We should clearly note that in our model, the index fund has no turnover each year, and does not realize any capital gains or losses. This is not what happens at a real index fund, where a low level (in comparison with actively managed funds) of turnover (21% on average) is caused each year by investors’ liquidity needs (that is, to facilitate investors buying and selling shares in the fund) and by changes in the companies that make up the index the fund tracks. In our model, we have assumed no changes in the index (which would only affect the index fund, but happens irregularly, depending on the index), and no investor liquidity needs (which would affect all funds). In other words, we don’t think the lack of capital gains in our index fund is significant, because we have not included turnover caused by investor liquidity needs in the actively managed funds either.

At the investor level, we calculate the effective annual return net of any sales loads charged and any capital gains taxes paid. We also calculate an ending portfolio value after five years (based on an initial investment of $100,000), and a compound annual rate of return (that is, a geometric return) over this period.

The Results

After much experimentation, we found that fund trading rules based on share prices (e.g., buy the three stocks that have the highest prices) produced higher returns (for investors) than trading rules based on share returns (e.g., buy the three stocks that had the highest returns last year). Price based trading rules enabled funds to hold onto a greater percentage of previous winners, whereas return based rules sometimes forced winners to be sold too soon.

We also found that, for the value fund, a trading rule that held five shares (that is, that allocated 20 percent of the fund’s the portfolio to the five shares with the lowest end of the year price) produced higher returns (for investors) than trading rules that held fewer shares, because it limited capital gains realizations. In contrast, we found that holding only three shares produced the highest (investor) returns at the momentum fund, as the potential for excessive trading was offset (via the price rule) by holding on to winners for longer periods of time.

Let’s now move on to the specific results from our model, given the trading rules we used. We should also note that the results reported below assume our active investors were using no-load funds. If load funds were used by active investors, the advantages of index investing only increase.

We’ll start with some benchmark comparisons to real world data. In our model (where the funds trade only once per year), our value fund had an average annual turnover ratio (value of shares bought and sold as a percentage of the fund’s total value) of 54%, while our momentum fund had an average turnover of 56%. In comparison, the previously mentioned sample of large cap U.S. equity funds over the 1998 –2002 period saw average annual turnover of 74% at value funds, and 98% at growth/momentum funds. This means that, if anything, our analysis underestimates the trading costs incurred by our respective actively managed funds, and overstates the returns they produce.

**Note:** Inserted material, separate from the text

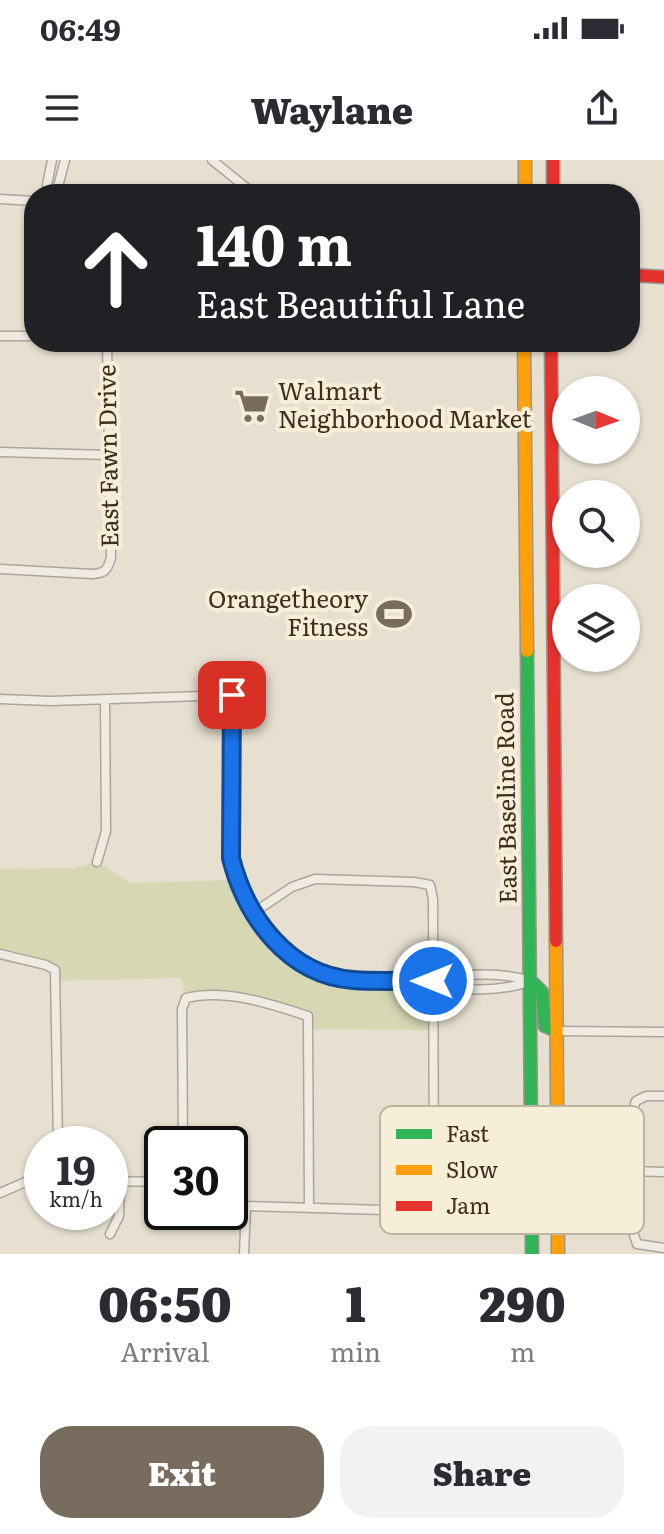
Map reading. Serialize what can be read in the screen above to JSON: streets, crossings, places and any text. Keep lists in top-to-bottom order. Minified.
{"streets":{"main road":["East Baseline Road"],"street":["East Fawn Drive"]},"places":{"supermarket":["Walmart Neighborhood Market"],"sports":["Orangetheory Fitness"]},"legend":["Fast","Slow","Jam"],"north":"right","page":{"status":"06:49","header":"Waylane","turn":["140 m","East Beautiful Lane"],"speed":"19 km/h","limit":"30","eta":["06:50","Arrival","1","min","290","m"],"buttons":["Exit","Share"]}}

Now let’s look at the compound annual after-tax returns that were realized by our four investors over five years. The table below shows the average return (over 5,000 model simulations), the median return (i.e., half the returns are above the median, and half the returns are below it), the standard deviation of the average return, and the ratio of the average return to the standard deviation of returns (i.e., the amount of return per unit of risk taken on).

Investor
Average After-Tax Return
Median Return
Standard Deviation
Average/Standard Deviation
Index Investor 11.35% 11.38% 6.08% 1.87%
Momentum 9.73% 9.49% 7.13% 1.36%
Value 5.09% 5.19% 5.28% .96%
Performance Chaser 6.90% 6.76% 6.57% 1.05%

As you can see in this table, index investing proved to be the superior strategy, on both an absolute return (Average Return) and a risk-adjusted return (Avg/Sted. Dev) basis. Somewhat surprisingly, the second best approach turned out to be momentum, rather than value. Before doing this analysis, we would have guessed value. While this result may reflect the combination of the historical period from which our share price data was drawn (1992-2002 includes the internet boom, the golden age for momentum investing) and the momentum trading rule we used, it still surprised us, and led us to ask three further questions.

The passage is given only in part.